▸ **What to work on**: Wherever the word "image" appears in a line of the data, that line should be copied.

▸ **Data for review**:
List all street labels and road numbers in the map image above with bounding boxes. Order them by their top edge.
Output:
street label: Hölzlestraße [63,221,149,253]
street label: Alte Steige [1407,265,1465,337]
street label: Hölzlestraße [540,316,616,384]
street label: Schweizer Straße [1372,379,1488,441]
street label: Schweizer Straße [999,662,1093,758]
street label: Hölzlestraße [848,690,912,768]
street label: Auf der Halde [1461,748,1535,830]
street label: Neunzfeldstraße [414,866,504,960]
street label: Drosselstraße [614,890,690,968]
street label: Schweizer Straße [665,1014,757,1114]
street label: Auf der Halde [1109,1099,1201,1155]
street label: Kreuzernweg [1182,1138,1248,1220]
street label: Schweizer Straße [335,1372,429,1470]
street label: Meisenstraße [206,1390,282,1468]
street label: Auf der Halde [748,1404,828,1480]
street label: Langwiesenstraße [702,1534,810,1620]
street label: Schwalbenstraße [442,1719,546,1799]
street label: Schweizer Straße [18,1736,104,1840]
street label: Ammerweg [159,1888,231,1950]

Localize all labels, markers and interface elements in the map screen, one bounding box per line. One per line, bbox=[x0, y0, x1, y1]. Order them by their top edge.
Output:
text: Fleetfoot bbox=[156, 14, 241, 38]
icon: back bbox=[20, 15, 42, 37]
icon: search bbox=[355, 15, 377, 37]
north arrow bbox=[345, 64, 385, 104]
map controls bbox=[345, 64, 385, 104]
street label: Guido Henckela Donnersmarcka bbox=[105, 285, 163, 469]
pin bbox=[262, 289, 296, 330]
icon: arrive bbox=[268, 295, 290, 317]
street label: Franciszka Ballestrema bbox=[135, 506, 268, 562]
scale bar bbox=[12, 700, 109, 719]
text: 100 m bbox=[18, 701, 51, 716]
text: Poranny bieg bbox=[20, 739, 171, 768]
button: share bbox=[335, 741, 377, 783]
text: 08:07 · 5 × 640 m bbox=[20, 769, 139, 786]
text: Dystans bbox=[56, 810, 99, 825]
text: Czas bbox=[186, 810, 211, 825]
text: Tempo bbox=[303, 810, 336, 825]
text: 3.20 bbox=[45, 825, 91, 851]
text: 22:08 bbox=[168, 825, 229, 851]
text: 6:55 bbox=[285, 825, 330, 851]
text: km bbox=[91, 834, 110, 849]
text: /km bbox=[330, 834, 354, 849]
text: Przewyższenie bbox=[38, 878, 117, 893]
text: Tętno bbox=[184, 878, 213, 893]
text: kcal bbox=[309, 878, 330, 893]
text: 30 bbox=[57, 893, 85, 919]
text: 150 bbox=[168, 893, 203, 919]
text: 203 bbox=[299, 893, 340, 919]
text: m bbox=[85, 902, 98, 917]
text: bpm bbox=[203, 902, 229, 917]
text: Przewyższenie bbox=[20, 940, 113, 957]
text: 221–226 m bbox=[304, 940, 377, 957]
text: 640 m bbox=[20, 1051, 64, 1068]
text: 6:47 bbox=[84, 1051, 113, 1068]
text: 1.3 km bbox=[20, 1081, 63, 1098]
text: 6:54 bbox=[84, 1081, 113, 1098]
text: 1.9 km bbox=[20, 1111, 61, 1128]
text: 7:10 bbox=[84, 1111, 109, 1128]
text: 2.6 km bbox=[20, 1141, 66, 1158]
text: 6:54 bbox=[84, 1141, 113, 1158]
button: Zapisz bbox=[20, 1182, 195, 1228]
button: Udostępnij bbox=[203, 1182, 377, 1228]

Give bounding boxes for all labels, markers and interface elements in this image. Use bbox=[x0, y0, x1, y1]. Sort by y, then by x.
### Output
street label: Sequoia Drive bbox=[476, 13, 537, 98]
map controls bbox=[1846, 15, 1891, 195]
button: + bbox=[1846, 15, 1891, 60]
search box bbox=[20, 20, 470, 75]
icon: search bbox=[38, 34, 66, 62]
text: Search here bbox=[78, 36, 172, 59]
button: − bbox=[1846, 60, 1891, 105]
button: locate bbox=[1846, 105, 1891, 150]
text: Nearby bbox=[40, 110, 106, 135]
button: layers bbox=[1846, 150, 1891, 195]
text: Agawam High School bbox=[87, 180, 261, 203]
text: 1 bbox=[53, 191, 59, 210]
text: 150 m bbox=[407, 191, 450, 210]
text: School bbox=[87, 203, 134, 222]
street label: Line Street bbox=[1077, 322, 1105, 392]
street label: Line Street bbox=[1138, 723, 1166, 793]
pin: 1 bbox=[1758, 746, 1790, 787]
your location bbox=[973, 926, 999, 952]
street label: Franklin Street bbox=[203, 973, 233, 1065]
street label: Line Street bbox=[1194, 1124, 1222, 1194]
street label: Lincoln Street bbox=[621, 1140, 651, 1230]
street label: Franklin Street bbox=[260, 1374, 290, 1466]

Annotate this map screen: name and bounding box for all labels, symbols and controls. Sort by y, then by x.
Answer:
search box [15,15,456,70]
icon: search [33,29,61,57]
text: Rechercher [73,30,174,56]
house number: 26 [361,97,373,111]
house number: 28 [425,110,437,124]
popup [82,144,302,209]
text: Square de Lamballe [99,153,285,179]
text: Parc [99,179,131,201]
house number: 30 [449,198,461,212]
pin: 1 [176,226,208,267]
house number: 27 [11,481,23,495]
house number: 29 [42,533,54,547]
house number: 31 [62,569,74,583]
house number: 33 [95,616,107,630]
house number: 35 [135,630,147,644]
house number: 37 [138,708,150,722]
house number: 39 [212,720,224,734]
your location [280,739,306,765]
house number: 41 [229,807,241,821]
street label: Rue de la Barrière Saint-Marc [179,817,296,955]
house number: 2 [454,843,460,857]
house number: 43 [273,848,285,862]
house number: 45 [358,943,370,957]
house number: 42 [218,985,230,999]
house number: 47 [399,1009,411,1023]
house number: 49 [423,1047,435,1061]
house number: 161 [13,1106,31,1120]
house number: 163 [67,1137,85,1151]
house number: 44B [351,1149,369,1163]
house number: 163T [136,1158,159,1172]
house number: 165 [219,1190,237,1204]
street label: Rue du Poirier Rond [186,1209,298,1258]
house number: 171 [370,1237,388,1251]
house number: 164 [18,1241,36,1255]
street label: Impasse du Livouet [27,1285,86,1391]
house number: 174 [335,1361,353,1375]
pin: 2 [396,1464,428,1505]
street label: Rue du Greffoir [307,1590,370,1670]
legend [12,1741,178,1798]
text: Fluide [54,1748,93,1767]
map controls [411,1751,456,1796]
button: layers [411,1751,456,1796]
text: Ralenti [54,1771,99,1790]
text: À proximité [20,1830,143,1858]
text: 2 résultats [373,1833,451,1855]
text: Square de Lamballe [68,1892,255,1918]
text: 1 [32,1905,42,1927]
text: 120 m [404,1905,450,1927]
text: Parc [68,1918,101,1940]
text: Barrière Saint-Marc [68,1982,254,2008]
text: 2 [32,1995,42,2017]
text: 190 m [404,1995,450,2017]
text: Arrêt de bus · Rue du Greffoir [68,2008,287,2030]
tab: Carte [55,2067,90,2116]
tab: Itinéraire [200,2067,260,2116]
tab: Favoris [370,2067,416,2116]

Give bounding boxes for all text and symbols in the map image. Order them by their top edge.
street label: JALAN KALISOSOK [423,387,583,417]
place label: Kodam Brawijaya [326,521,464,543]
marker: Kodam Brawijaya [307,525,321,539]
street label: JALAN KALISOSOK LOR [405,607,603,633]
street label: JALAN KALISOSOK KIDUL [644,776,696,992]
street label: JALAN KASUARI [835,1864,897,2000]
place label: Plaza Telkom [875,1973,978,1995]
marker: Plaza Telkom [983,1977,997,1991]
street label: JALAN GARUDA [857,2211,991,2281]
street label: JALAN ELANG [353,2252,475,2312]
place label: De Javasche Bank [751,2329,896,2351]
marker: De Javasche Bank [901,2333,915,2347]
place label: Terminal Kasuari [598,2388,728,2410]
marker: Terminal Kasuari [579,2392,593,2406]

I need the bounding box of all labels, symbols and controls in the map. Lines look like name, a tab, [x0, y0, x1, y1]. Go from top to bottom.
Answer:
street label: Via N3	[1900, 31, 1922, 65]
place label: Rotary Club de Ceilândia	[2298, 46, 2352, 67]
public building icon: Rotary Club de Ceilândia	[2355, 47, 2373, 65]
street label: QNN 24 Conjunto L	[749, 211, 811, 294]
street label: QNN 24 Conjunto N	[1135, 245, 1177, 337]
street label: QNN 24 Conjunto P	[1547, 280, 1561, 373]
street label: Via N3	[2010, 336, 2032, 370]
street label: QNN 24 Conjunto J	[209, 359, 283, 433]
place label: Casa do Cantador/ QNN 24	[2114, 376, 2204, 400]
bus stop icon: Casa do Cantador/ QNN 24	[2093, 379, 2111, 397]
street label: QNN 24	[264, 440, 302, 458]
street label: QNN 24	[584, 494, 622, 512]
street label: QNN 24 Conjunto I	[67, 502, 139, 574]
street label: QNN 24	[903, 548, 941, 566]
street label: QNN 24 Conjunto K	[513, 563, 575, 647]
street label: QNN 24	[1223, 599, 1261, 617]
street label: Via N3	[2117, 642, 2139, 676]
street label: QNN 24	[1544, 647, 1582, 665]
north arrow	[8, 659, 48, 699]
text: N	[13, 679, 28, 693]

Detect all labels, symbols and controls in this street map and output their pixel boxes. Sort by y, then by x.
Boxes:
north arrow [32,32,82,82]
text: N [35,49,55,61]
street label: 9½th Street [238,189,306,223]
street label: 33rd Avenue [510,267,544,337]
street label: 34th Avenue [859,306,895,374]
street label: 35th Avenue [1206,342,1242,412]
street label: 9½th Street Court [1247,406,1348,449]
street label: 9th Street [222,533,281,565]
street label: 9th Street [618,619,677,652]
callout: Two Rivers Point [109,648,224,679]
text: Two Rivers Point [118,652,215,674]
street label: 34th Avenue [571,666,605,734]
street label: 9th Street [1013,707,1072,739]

▸ **Result of the task**:
List all street labels and road numbers in the map image above with bounding boxes. Order them by their top edge.
Give bounding boxes for all labels, markers and interface elements in this image. Use bbox=[x0, y0, x1, y1]. Sort by y, then by x.
Give bounding boxes for all text and symbols in the map image. Order them by their top edge.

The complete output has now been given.